What would you do if you learned true magic?
Fang Yu, a sophomore in college, never expected that he would actually acquire a mage tower!
This is an urban magic "face-slapping" ...
Chapter 316 Y Search Out to Sea (6143)
Is this data scraped in real time? How is that possible?
How could Youzi Technology have such a large data center and bandwidth?
Not to mention Youzi Technology, which only received 1 billion Malaysian dollars in investment, even for Rice, whose cash flow has basically returned to positive, it would be a fantasy to invest in a search engine!
"Real-time crawling? Does Yuzi Technology have enough bandwidth and servers?"
Lei Jun couldn't figure out how Yuzi Technology achieved this Y-search.
The development of search engines today, whether it is Robert Lee's hyperlink technology or Google's PageRank technology, is essentially to start from one or more well-known websites through web crawlers, and continuously crawl web pages through various web links and read web page content.
The captured web page content is not used directly for search, but is analyzed and key information in the page, such as text content, title, keywords, links, etc., is extracted and stored in the search engine's index library.

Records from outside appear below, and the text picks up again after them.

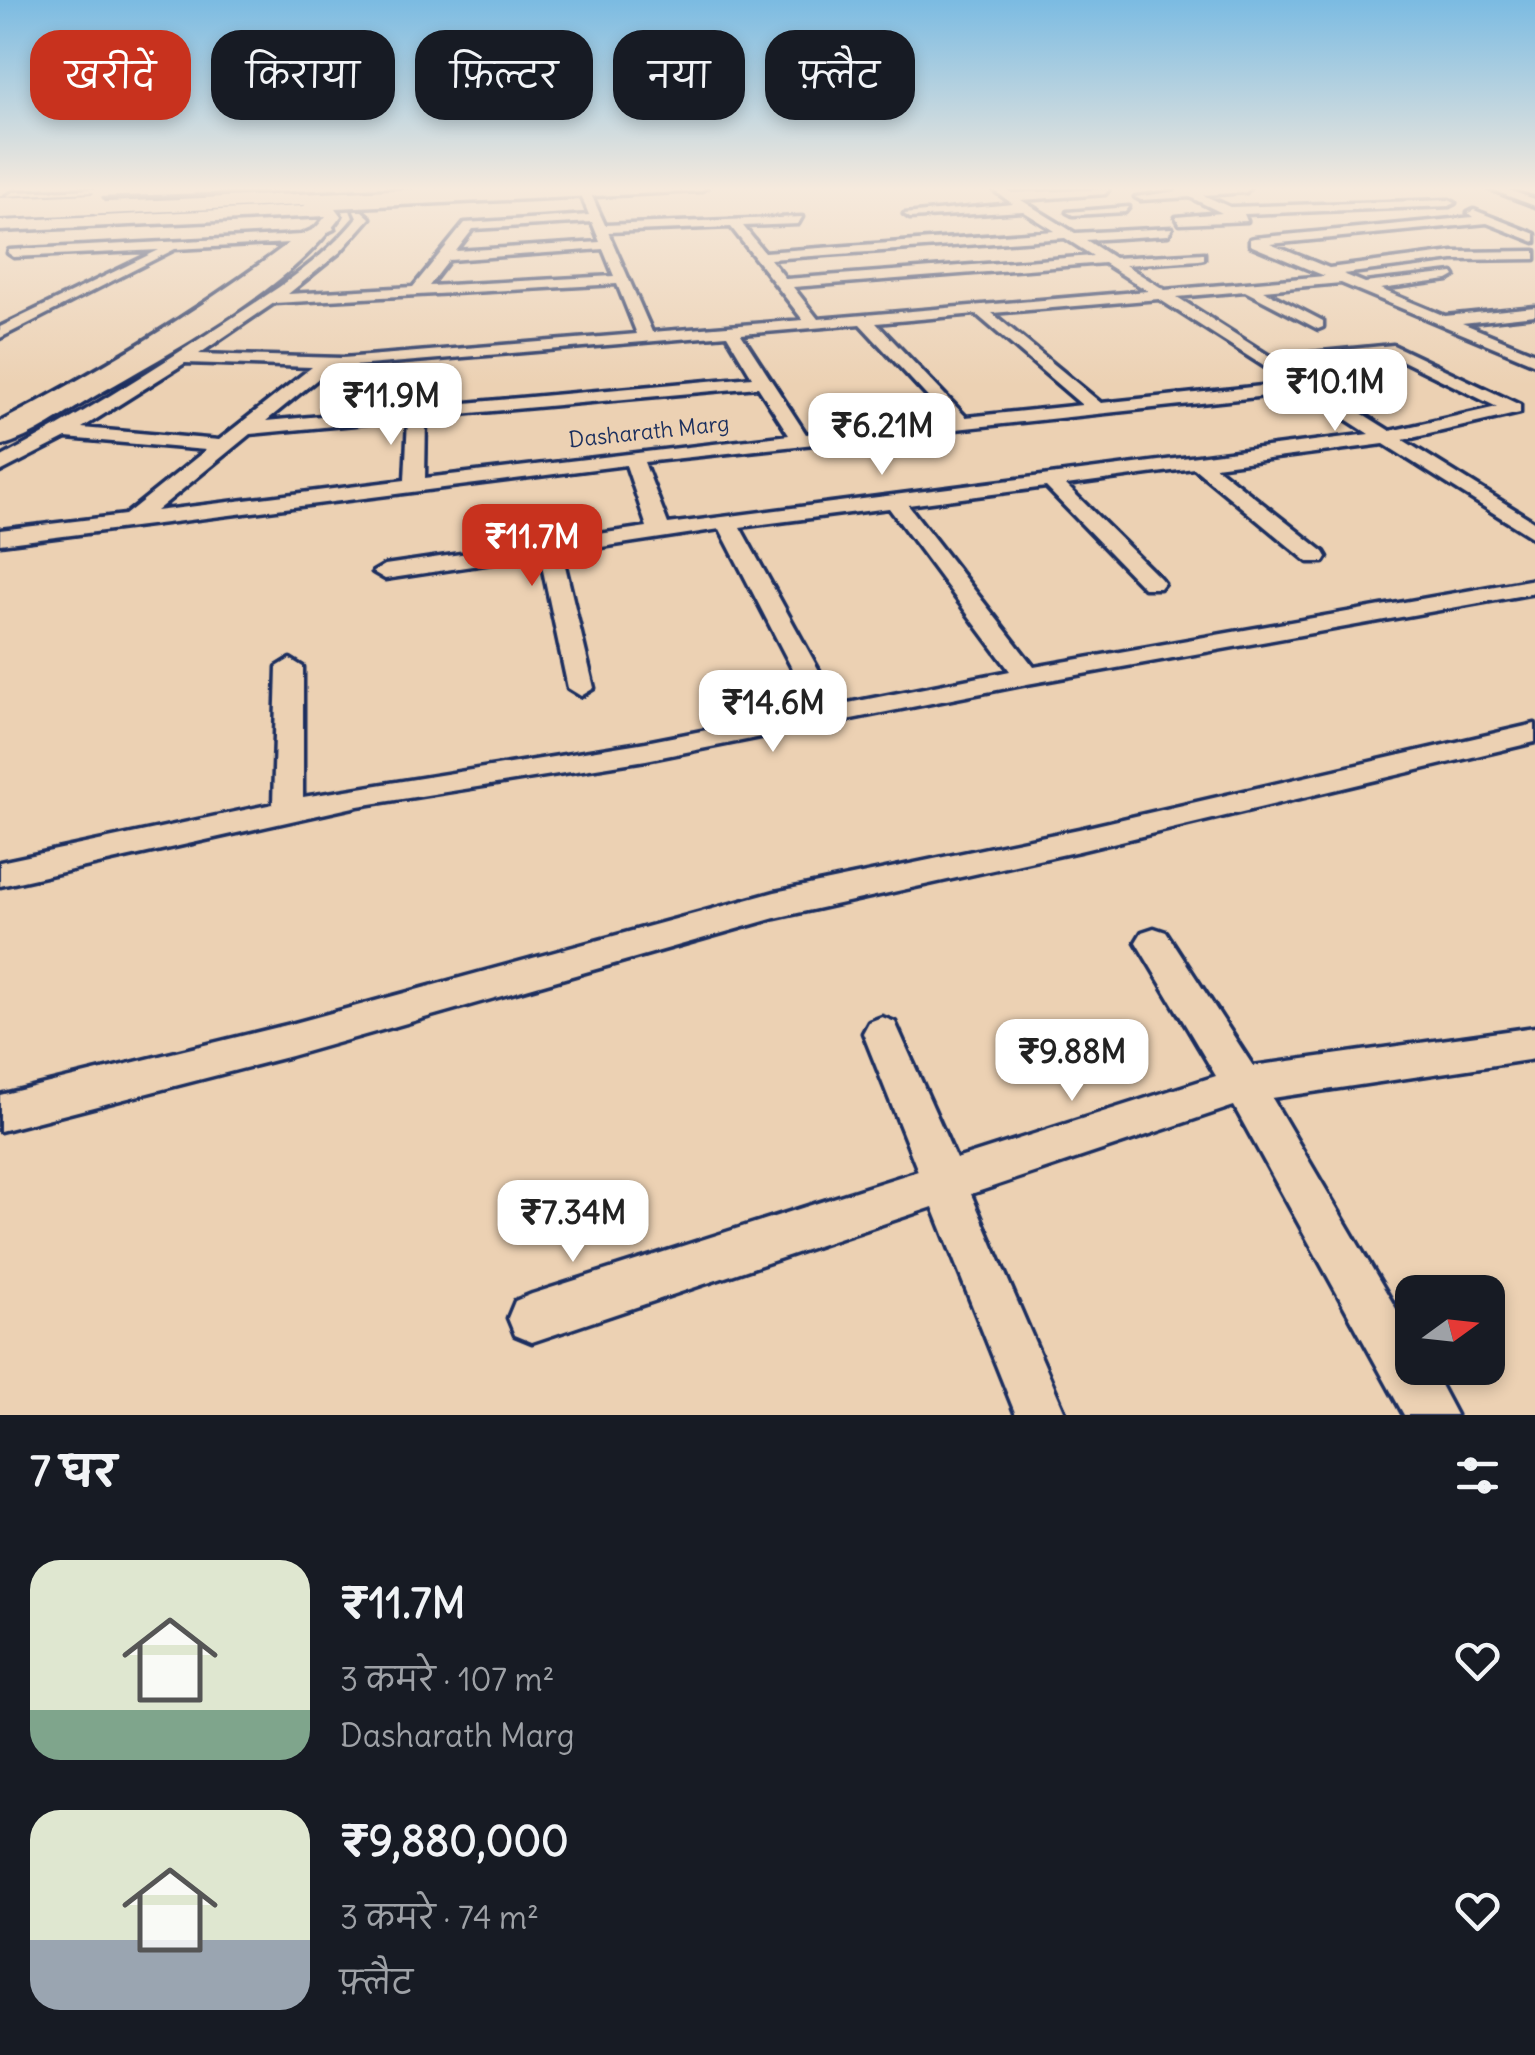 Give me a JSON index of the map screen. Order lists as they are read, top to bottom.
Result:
{
  "streets": {
    "street": ["Dasharath Marg"]
  },
  "north": "right",
  "page": {
    "chip": [
      "खरीदें",
      "किराया",
      "फ़िल्टर",
      "नया",
      "फ़्लैट"
    ],
    "price": [
      "₹10.1M",
      "₹11.9M",
      "₹6.21M",
      "₹11.7M",
      "₹14.6M",
      "₹9.88M",
      "₹7.34M"
    ],
    "heading": "7 घर",
    "list": [
      {
        "name": "₹11.7M",
        "note": "3 कमरे · 107 m² · Dasharath Marg"
      },
      {
        "name": "₹9,880,000",
        "note": "3 कमरे · 74 m² · फ़्लैट"
      }
    ]
  }
} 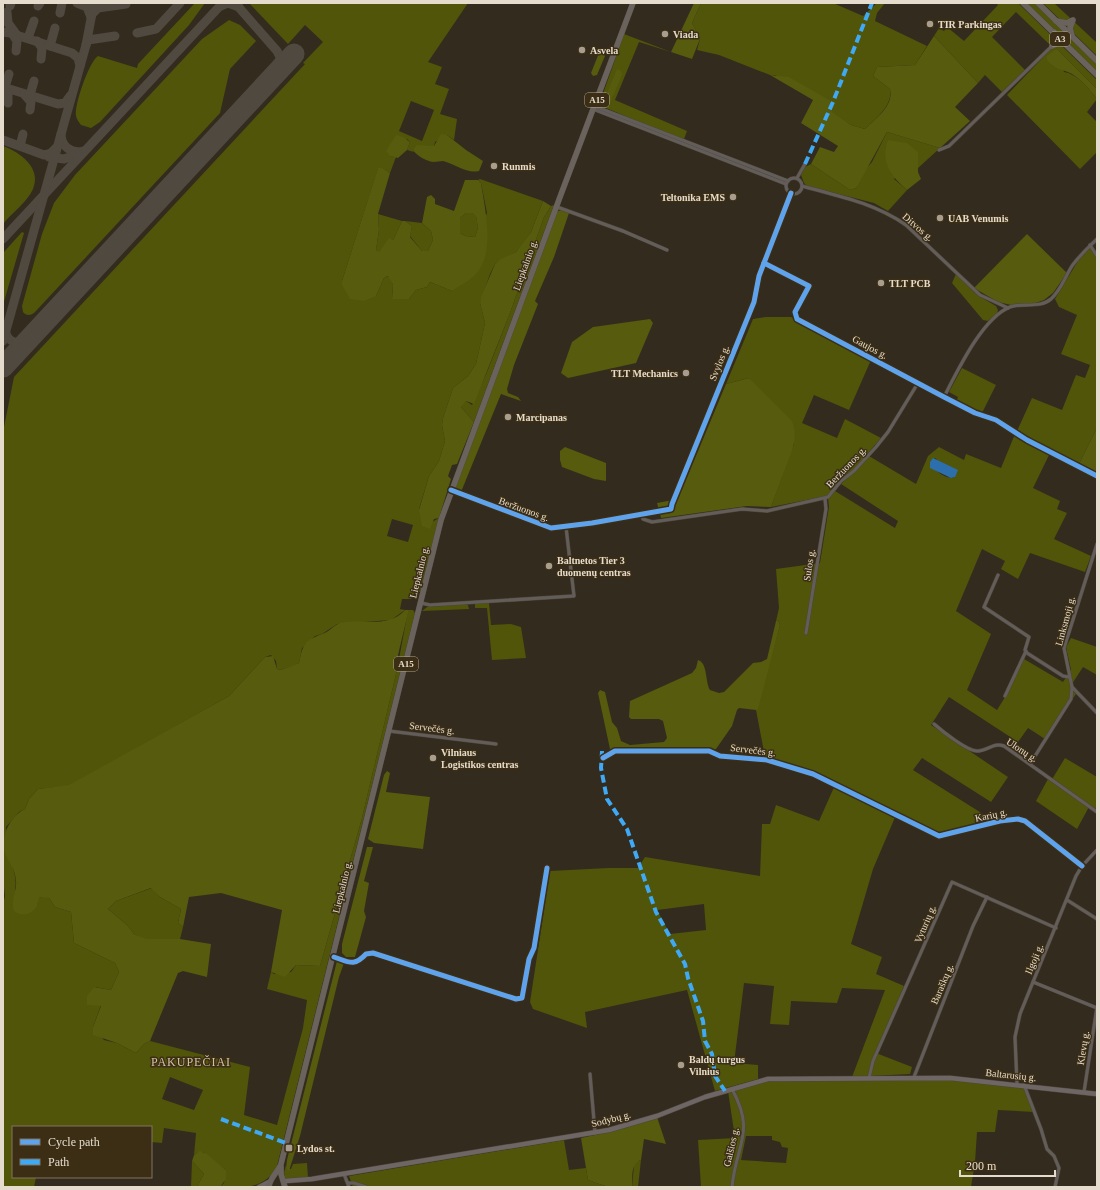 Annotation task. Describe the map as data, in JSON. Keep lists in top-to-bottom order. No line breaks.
{"streets":{"highway":["A3","A15","Liepkalnio g."],"main road":["Baltarusių g.","Sodybų g."],"street":["Ditvos g.","Gaujos g.","Svylos g.","Beržuonos g.","Sulos g.","Linksmoji g.","Servečės g.","Ulonų g.","Karių g.","Vyturių g.","Ilgoji g.","Baraškų g.","Klevų g.","Galšios g."]},"crossings":[["Ditvos g.","Svylos g."],["Liepkalnio g.","Beržuonos g."],["Liepkalnio g.","Servečės g."],["Gaujos g.","Svylos g."],["Gaujos g.","Beržuonos g."],["Svylos g.","Beržuonos g."],["Beržuonos g.","Sulos g."],["Linksmoji g.","Ulonų g."],["Servečės g.","Karių g."],["Karių g.","Ilgoji g."],["Vyturių g.","Ilgoji g."],["Vyturių g.","Baraškų g."],["Vyturių g.","Sodybų g."],["Ilgoji g.","Baltarusių g."],["Baraškų g.","Sodybų g."],["Klevų g.","Baltarusių g."],["Baltarusių g.","Sodybų g."],["Sodybų g.","Galšios g."]],"districts":["PAKUPEČIAI"],"places":{"other":["TIR Parkingas","Viada","Asvela","Runmis","Teltonika EMS","UAB Venumis","TLT PCB","TLT Mechanics","Marcipanas","Baltnetos Tier 3 duomenų centras","Vilniaus Logistikos centras","Baldų turgus Vilnius"],"transit":["Lydos st."]},"legend":["Cycle path","Path"],"scale_bar":"200 m"} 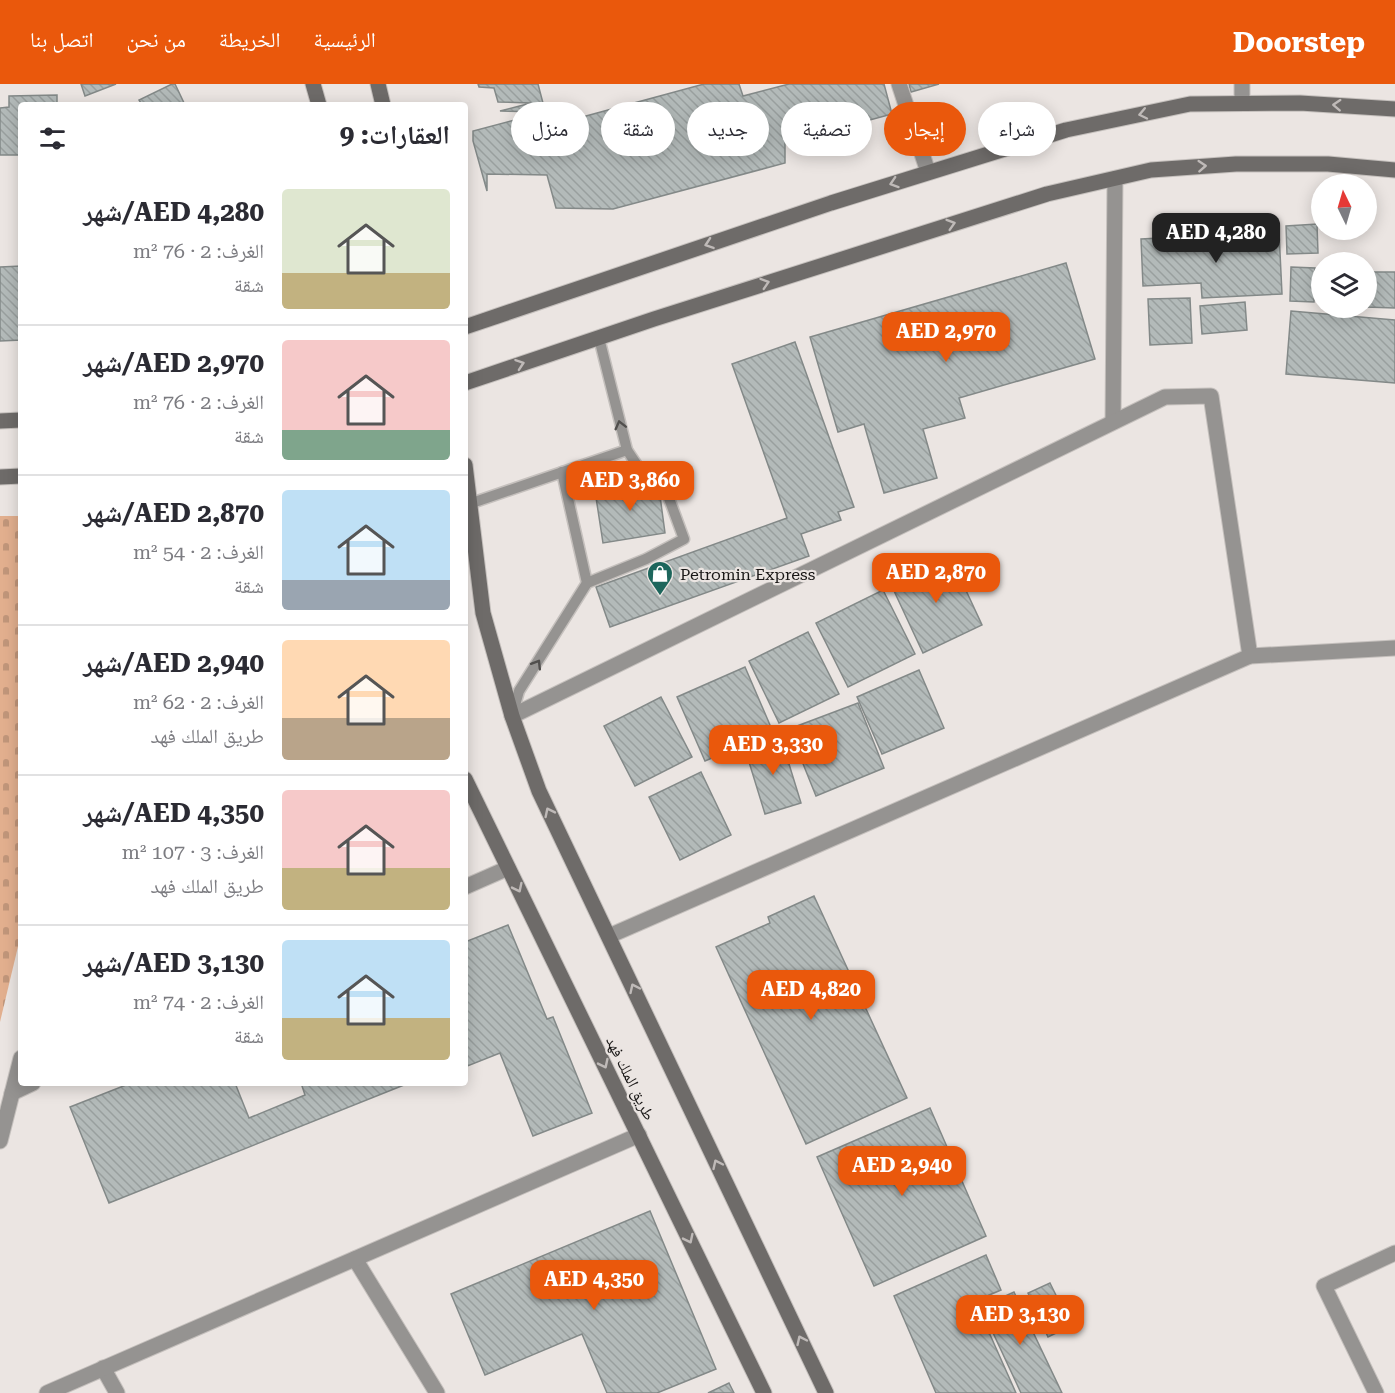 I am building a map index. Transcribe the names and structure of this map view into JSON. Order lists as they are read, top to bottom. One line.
{"streets":{"main road":["طريق الملك فهد"]},"places":{"shop":["Petromin Express"]},"north":"top","page":{"header":"Doorstep","nav":["الرئيسية","الخريطة","من نحن","اتصل بنا"],"chip":["شراء","إيجار","تصفية","جديد","شقة","منزل"],"heading":"العقارات: 9","list":[{"name":"AED 4,280/شهر","note":"الغرف: 2 · 76 m² · شقة"},{"name":"AED 2,970/شهر","note":"الغرف: 2 · 76 m² · شقة"},{"name":"AED 2,870/شهر","note":"الغرف: 2 · 54 m² · شقة"},{"name":"AED 2,940/شهر","note":"الغرف: 2 · 62 m² · طريق الملك فهد"},{"name":"AED 4,350/شهر","note":"الغرف: 3 · 107 m² · طريق الملك فهد"},{"name":"AED 3,130/شهر","note":"الغرف: 2 · 74 m² · شقة"}],"price":["AED 4,280","AED 2,970","AED 3,860","AED 2,870","AED 3,330","AED 4,820","AED 2,940","AED 4,350","AED 3,130"]}}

This index library is like a directory of Internet content, helping search engines quickly find relevant pages when users initiate queries.
The difference between Robert Lee's hyperlink technology and PageRank is that Robert Lee solves the problem of crawling methods, while PageRank solves the problem of empowering web pages.
Two web pages with the same content, a page from the White House and a personal page from a child in Africa, will obviously have different weights.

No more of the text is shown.